REQUIRED ACTION: Some lines in the entries contain the word "structure". Copy all of them.

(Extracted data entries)

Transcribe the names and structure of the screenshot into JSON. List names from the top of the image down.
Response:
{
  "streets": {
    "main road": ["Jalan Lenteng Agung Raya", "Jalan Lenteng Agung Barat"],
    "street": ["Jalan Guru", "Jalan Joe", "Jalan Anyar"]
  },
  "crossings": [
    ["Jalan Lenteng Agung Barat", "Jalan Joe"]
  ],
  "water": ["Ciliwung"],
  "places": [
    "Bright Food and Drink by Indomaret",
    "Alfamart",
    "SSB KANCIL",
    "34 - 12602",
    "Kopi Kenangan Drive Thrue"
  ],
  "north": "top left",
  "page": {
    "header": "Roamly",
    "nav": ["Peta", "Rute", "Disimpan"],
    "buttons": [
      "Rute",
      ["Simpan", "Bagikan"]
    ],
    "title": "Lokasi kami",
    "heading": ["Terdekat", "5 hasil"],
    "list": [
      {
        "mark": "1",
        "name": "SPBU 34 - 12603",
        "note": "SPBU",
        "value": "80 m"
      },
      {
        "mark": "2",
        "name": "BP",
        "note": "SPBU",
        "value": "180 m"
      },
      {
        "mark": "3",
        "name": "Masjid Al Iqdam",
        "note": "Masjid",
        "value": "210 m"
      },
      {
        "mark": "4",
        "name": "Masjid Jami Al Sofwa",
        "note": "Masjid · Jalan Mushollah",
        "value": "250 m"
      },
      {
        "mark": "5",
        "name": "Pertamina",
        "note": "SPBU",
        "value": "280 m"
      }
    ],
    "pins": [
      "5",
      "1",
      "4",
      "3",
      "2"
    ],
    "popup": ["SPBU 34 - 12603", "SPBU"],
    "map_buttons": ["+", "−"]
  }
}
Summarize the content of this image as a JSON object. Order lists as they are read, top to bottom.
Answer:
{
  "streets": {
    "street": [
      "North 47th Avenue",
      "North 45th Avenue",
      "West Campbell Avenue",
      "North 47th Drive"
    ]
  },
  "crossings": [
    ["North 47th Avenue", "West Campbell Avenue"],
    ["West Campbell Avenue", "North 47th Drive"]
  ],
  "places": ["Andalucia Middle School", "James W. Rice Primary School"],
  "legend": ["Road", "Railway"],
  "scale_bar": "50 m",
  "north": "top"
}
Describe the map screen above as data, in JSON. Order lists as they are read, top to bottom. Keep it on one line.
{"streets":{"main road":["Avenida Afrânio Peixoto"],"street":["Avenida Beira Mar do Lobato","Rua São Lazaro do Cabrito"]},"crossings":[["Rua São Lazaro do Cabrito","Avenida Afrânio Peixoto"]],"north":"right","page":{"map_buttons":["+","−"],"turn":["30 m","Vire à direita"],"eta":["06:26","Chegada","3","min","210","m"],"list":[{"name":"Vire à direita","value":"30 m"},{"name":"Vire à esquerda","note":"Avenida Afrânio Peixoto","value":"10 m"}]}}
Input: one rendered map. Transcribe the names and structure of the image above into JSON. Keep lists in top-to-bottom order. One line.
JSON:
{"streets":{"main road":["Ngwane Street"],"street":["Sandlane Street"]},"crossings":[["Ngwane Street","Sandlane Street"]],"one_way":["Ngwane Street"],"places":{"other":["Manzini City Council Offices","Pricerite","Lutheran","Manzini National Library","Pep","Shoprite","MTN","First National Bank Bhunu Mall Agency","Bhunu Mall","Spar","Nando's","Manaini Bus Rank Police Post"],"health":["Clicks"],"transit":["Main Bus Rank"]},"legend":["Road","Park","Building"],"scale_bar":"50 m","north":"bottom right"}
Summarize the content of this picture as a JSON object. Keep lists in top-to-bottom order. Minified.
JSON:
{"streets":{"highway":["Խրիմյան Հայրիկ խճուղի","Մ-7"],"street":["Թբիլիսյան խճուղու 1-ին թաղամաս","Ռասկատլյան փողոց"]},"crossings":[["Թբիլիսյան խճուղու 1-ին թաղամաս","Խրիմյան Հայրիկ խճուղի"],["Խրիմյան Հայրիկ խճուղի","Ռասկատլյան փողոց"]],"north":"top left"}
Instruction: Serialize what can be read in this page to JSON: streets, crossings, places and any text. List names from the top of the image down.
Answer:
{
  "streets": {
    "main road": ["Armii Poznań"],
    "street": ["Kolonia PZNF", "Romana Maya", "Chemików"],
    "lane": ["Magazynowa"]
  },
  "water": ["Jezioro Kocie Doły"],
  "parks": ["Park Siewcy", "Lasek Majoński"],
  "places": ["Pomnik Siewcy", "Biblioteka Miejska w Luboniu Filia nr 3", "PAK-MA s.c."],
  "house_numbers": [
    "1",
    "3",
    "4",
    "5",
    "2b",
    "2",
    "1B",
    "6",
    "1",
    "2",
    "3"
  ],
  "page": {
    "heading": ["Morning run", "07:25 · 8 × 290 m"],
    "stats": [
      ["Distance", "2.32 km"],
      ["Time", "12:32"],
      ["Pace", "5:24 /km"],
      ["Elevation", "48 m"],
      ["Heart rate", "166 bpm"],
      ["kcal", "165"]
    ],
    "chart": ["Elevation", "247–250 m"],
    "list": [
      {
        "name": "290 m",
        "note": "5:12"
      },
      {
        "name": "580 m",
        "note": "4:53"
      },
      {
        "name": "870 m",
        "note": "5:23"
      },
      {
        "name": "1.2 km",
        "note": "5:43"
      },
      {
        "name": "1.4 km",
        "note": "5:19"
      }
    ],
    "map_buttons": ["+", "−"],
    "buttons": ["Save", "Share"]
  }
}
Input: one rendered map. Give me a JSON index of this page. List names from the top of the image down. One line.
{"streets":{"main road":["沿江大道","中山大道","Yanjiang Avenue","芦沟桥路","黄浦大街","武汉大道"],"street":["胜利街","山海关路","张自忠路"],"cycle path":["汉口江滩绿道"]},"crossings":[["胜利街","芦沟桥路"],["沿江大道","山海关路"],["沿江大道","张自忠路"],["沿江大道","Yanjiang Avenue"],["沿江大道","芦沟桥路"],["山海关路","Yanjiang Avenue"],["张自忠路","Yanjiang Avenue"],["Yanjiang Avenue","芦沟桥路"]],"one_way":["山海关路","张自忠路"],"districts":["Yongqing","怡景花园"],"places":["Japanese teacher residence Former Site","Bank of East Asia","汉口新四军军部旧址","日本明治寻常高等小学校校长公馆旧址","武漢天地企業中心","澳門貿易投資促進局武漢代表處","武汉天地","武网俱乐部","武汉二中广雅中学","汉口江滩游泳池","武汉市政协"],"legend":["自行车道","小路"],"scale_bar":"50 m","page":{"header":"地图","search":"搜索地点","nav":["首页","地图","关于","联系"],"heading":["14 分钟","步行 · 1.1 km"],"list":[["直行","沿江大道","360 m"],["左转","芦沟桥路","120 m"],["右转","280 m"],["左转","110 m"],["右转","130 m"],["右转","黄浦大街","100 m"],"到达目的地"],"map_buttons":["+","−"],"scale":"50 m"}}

EXERCISE SOLUTION:
Transcribe the names and structure of the screenshot into JSON. List names from the top of the image down.
Input: one rendered map. Transcribe the names and structure of the image above into JSON. Keep lists in top-to-bottom order. One line.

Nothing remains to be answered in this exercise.